* [PROBLEM DESCRIPTION]: Pull each line holding the word "edge" from the data.

* [DATA FOR THIS TASK]:
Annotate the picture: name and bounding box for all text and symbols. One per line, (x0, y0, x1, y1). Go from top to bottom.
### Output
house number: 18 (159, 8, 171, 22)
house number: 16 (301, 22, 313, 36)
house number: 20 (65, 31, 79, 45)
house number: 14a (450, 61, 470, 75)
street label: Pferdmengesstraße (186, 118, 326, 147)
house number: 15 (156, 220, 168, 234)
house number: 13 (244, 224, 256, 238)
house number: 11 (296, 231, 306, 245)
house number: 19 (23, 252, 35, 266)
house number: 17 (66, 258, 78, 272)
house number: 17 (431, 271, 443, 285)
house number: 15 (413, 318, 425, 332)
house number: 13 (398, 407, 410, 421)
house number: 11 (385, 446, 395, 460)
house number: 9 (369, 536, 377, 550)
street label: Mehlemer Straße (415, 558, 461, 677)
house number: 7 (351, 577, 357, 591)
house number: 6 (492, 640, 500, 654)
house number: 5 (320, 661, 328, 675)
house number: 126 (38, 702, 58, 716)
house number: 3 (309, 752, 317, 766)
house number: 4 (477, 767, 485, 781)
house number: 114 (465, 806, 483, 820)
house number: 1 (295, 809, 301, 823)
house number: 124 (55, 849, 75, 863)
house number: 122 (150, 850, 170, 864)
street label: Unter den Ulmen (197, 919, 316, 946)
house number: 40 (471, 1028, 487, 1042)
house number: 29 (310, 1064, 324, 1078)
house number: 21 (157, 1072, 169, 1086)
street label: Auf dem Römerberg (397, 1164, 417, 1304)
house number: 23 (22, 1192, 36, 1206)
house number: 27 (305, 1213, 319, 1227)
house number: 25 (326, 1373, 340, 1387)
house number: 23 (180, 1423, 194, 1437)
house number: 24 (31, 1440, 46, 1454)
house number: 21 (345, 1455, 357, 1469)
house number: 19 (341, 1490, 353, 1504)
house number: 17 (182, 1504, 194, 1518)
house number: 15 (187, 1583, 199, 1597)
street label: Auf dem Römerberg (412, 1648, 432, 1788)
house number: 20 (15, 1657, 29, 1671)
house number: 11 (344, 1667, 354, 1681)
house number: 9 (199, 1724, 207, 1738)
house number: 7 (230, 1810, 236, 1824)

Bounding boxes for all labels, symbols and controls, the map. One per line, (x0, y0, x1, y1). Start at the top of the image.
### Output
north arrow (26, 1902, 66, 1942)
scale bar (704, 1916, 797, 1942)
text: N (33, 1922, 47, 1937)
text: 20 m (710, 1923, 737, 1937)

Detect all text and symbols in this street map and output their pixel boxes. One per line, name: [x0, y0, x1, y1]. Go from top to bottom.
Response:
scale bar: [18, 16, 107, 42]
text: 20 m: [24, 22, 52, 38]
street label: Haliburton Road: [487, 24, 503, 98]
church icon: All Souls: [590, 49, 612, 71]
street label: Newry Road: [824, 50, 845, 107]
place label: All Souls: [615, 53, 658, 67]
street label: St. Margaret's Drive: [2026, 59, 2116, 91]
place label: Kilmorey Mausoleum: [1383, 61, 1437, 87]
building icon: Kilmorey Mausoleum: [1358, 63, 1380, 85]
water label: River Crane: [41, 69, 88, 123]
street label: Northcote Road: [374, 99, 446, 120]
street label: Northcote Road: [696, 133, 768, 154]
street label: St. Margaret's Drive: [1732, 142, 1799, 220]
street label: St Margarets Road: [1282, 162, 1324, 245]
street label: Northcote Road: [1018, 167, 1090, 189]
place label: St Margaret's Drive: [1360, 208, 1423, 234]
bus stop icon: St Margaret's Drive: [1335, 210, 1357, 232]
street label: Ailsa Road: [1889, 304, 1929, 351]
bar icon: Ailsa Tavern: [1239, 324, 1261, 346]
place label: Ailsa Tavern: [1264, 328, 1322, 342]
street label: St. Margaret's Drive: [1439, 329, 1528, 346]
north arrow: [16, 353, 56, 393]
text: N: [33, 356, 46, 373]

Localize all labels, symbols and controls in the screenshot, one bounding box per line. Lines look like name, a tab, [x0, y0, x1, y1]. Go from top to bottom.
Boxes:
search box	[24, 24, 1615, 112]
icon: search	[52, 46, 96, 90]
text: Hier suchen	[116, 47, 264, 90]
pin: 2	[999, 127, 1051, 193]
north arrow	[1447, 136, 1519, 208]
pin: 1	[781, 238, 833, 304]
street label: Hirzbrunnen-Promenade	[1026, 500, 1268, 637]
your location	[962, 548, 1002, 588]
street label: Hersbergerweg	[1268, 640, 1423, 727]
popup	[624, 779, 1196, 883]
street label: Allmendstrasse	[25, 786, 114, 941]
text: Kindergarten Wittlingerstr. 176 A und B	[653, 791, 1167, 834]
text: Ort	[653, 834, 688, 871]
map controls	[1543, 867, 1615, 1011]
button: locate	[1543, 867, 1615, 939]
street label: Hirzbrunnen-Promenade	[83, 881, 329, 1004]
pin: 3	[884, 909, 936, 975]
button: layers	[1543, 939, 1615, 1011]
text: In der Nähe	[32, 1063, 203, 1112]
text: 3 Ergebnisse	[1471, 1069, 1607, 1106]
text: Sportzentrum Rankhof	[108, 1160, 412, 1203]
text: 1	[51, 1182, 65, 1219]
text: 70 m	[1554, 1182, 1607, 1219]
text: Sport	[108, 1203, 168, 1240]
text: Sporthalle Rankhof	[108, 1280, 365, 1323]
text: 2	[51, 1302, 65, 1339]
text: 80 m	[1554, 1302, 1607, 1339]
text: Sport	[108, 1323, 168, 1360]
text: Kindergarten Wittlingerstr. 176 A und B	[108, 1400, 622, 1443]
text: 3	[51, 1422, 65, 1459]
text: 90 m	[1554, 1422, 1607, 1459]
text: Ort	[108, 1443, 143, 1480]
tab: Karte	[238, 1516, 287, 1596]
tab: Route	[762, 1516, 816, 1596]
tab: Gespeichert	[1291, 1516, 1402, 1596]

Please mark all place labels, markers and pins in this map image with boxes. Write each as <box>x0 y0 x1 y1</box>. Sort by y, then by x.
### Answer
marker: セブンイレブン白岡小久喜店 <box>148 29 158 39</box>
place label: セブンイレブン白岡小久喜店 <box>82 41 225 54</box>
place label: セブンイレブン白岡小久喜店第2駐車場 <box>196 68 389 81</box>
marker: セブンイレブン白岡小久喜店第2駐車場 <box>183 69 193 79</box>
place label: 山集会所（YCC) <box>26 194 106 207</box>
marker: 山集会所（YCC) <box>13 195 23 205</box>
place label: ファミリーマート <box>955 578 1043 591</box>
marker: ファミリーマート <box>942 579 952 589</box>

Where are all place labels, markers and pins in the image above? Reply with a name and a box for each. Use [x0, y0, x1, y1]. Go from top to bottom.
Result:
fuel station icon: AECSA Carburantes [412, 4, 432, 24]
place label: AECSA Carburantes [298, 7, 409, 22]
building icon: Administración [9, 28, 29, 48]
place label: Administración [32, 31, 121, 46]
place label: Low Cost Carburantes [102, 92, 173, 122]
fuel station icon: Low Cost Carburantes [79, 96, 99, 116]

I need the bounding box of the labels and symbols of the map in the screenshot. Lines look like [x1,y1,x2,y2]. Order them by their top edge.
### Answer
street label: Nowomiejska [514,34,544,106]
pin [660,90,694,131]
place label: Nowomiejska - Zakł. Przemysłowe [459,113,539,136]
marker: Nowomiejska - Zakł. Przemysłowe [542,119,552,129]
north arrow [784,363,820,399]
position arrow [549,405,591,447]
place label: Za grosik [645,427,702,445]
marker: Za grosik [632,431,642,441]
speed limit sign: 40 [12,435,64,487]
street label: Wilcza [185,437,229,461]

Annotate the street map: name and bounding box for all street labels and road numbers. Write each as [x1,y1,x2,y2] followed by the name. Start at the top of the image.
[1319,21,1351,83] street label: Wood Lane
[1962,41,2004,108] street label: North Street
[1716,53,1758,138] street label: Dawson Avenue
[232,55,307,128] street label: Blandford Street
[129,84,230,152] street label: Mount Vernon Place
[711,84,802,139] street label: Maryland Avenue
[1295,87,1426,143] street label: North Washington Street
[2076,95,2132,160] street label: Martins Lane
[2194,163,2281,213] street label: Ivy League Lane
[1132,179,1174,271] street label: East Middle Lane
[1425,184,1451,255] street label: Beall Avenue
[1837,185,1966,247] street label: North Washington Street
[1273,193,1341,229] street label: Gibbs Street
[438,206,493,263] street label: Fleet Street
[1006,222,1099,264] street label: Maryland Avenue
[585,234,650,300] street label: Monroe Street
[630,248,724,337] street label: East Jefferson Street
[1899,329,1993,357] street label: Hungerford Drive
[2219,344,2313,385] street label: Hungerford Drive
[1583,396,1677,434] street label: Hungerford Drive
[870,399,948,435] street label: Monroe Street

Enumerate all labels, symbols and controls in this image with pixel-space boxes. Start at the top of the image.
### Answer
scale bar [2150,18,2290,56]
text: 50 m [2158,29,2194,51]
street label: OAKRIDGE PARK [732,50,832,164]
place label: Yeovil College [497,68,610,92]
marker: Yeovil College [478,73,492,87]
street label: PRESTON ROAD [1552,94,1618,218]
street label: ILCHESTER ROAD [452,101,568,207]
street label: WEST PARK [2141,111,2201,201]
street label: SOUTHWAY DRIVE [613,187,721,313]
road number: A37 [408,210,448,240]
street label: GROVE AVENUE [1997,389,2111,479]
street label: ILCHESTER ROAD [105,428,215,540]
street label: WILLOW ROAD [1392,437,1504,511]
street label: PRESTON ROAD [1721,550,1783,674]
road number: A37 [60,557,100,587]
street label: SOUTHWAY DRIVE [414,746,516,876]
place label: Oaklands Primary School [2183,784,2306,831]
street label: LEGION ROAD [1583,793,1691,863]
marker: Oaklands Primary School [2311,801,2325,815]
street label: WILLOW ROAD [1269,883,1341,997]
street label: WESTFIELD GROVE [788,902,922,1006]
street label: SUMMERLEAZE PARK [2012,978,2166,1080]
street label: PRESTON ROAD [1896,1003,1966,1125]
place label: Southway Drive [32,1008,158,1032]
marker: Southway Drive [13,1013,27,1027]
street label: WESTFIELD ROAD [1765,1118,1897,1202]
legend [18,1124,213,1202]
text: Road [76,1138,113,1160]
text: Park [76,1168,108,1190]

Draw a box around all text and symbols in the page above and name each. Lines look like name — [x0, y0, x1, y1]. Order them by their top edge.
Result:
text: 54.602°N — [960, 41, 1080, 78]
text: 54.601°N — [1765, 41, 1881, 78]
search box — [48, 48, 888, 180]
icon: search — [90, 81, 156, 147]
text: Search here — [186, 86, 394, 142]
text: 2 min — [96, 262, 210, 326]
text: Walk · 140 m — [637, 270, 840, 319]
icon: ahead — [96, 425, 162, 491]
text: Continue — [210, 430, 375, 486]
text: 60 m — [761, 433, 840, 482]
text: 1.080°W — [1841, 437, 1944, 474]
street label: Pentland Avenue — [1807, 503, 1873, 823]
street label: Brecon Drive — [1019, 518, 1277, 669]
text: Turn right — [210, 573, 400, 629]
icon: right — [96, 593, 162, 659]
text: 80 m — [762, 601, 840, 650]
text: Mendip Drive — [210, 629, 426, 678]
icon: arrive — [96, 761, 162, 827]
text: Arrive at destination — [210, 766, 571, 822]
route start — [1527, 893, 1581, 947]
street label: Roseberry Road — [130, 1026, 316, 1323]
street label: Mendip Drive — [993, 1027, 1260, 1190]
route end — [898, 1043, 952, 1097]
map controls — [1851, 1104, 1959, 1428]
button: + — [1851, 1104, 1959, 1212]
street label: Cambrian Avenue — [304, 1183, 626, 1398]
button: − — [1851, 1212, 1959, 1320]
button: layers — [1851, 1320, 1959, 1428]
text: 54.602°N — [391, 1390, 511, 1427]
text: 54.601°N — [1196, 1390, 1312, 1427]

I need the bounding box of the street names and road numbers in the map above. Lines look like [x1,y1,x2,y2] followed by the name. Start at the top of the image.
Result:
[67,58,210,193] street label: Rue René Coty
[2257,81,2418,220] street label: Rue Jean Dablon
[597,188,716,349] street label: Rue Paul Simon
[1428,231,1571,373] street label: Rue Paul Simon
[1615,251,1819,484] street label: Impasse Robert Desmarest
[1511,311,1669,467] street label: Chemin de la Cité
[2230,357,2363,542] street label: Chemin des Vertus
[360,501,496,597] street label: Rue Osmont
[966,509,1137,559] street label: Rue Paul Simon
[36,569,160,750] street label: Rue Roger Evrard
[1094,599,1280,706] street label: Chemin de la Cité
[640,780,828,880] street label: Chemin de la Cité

* [RESPONSE FOR THIS EXERCISE]:
I need the bounding box of the labels and symbols of the map in the screenshot. Lines look like [x1,y1,x2,y2]. Order them by their top edge.
Draw a box around all text and symbols in the page above and name each. Lines look like name — [x0, y0, x1, y1]. Order them by their top edge.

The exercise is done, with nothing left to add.